Today’s Question: I was using the technique you described in the “Color Tinting in Photoshop” article in Pixology magazine. When choosing a color in the Color Picker, I noticed the “Only Web Colors” checkbox. When I turned it on, the number of colors available was dramatically reduced. Do I need to use this option if I will share my photo on the web?
Tim’s Quick Answer: No, there’s no need to reduce the number of available colors using the “Only Web Colors” option. This setting is very much outdated, and would cause you to unnecessarily reduce the available colors in your photo to only 216 colors rather than the more than 16.7 million possible colors you could otherwise use for a photo you’ll share online.
More Detail: The “Only Web Colors” option in the Color Picker dialog in Photoshop relates to the notion of “web safe colors”. In the early days of the Internet, many computer displays were limited to around 256 possible color values. The list of web safe colors was created as a way to make sure that any color you used in a graphic or web page could be accurately displayed by (hopefully) all website visitors.

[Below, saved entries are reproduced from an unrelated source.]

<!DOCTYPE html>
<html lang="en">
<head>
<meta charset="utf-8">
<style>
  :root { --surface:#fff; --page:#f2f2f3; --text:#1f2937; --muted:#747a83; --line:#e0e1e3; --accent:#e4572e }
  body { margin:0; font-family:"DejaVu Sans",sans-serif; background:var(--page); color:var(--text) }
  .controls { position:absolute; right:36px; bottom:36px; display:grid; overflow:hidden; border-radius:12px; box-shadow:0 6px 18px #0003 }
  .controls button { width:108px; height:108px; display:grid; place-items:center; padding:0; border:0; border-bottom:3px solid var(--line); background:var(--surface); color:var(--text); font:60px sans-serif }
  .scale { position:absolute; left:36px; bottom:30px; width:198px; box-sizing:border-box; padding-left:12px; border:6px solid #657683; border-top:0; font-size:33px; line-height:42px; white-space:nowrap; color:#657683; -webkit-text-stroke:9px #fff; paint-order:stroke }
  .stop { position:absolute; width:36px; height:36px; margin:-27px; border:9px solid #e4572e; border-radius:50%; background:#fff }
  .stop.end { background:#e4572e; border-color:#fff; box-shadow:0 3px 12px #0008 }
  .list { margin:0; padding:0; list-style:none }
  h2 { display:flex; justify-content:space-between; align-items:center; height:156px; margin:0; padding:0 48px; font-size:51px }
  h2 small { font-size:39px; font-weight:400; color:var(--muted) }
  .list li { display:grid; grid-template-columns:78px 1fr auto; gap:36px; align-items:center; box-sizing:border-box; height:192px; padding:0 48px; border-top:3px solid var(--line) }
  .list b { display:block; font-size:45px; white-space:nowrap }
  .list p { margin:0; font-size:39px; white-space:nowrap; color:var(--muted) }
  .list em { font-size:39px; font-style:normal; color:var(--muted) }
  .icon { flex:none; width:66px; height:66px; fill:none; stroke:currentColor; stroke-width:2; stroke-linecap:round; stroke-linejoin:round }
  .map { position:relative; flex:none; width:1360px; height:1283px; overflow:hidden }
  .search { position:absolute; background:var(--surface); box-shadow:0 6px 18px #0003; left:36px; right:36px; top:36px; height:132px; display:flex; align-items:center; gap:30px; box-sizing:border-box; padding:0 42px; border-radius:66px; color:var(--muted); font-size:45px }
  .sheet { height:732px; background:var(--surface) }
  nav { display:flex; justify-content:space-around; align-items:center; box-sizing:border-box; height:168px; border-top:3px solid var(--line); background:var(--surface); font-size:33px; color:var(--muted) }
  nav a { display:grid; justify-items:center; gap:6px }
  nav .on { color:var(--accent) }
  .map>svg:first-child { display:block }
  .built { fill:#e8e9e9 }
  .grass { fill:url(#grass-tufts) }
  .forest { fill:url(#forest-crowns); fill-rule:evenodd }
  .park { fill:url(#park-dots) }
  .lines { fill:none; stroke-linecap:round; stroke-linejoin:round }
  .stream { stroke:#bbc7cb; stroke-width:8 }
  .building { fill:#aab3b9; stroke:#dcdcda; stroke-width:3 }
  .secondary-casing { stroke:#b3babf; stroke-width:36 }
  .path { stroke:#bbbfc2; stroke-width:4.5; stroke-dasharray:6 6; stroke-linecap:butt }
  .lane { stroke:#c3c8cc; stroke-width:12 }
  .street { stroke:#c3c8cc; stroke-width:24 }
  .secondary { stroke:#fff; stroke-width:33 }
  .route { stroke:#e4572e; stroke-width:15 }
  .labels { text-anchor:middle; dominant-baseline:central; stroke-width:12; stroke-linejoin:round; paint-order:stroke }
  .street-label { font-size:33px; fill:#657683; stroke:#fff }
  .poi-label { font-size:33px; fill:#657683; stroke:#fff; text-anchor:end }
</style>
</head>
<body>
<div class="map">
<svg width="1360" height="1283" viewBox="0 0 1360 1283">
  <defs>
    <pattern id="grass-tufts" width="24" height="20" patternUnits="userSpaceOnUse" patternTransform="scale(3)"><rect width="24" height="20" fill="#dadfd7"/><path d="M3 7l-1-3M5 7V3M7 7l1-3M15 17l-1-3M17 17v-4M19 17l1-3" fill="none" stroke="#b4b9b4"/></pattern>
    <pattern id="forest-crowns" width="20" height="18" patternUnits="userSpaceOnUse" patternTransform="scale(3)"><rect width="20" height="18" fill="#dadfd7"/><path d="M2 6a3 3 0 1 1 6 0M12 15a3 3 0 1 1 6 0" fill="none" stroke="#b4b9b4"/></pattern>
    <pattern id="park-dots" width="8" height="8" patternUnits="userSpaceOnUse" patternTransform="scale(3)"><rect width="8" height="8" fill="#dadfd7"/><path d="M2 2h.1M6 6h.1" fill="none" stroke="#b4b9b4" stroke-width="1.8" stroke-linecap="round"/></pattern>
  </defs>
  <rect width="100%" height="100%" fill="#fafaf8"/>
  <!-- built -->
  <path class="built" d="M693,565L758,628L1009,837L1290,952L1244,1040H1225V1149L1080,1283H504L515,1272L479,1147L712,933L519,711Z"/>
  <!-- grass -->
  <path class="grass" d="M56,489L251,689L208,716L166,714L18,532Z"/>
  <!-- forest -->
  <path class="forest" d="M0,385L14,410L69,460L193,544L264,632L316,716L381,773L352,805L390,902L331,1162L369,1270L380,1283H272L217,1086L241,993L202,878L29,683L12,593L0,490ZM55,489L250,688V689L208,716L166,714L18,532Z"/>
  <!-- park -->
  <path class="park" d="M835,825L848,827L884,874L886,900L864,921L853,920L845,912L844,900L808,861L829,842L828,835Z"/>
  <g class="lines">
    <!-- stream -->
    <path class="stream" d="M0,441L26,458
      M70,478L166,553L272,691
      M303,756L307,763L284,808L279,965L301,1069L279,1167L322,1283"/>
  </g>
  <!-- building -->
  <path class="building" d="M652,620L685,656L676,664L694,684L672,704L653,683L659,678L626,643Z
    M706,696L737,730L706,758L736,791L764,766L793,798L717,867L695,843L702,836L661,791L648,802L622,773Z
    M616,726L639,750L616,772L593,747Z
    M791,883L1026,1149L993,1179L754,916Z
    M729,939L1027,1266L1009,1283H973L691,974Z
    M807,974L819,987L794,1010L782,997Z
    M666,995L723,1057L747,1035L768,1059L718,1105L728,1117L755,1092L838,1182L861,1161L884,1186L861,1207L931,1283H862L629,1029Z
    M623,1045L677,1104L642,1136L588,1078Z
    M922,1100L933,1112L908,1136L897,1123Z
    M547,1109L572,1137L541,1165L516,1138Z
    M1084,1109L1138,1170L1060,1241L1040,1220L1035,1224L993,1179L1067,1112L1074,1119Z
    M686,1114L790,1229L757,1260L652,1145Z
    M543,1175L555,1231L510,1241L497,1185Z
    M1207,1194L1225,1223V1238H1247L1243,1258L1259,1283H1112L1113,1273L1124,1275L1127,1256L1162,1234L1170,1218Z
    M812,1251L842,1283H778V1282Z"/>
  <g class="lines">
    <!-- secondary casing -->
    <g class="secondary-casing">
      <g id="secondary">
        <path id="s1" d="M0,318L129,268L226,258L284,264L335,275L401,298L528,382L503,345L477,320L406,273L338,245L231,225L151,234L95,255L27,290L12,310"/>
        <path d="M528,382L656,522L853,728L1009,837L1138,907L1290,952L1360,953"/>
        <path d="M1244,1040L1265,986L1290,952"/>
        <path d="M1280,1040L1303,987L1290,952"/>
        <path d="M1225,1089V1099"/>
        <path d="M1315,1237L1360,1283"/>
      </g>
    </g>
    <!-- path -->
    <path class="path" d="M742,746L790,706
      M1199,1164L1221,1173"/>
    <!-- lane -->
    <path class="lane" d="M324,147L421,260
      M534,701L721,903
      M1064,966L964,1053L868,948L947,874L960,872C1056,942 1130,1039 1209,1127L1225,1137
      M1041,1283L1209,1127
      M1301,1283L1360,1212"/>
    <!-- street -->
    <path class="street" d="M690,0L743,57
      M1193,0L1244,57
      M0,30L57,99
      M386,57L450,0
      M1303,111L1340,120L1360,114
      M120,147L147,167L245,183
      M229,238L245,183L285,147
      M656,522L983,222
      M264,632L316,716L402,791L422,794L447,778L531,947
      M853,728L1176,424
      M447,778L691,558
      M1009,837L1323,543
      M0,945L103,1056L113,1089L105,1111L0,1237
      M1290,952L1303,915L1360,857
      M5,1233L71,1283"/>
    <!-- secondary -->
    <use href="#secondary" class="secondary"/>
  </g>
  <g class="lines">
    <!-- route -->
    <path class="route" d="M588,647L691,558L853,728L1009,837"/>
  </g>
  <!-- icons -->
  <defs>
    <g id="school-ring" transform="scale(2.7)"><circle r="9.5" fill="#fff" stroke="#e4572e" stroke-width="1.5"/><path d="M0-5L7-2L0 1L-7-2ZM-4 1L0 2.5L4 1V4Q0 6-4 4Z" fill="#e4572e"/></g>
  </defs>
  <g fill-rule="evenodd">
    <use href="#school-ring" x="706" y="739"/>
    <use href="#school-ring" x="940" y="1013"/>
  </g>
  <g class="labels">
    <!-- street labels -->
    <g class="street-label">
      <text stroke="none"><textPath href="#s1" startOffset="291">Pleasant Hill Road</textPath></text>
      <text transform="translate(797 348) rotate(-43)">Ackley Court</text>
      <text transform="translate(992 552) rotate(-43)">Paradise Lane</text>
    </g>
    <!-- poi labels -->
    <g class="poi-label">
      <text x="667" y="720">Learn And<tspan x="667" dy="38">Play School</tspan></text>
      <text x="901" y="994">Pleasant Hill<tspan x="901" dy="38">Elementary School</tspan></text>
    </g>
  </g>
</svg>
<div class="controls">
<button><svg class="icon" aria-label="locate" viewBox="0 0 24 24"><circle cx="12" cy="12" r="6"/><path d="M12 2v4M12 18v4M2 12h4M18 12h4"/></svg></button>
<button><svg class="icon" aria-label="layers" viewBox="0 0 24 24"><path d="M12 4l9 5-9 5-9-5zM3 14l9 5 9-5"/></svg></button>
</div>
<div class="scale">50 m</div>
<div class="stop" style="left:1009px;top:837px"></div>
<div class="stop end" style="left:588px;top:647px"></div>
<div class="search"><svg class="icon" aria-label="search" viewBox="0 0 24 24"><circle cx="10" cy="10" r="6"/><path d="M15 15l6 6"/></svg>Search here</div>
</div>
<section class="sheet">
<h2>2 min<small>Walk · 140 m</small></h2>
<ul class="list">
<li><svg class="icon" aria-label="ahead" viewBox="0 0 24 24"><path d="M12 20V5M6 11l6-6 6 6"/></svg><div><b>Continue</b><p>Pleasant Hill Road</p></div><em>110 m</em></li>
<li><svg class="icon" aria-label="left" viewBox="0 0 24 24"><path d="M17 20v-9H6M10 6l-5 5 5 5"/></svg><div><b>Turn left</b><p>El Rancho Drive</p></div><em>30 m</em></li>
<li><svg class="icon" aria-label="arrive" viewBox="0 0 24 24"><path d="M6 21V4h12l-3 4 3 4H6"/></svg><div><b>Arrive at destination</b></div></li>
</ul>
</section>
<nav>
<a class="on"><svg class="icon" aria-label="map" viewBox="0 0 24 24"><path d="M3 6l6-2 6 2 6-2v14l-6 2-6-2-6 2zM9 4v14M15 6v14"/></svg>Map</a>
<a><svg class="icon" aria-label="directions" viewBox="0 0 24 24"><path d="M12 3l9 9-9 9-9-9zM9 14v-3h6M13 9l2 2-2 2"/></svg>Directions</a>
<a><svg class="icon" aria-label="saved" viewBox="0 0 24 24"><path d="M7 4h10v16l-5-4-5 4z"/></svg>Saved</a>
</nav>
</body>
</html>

Today’s computer displays are far more capable, able to reproduce a full range of 8-bit per channel colors (more than 16.7 million color values), and in some cases many more than that. Therefore, the notion of limiting yourself to the web safe colors is an antiquated concept today, and one that you can completely ignore.
So, whether you’re applying a color tinting effect to a photo, adding text, or otherwise selecting a specific color in Photoshop, feel free to use any available color even if you’ll be sharing that image on the web.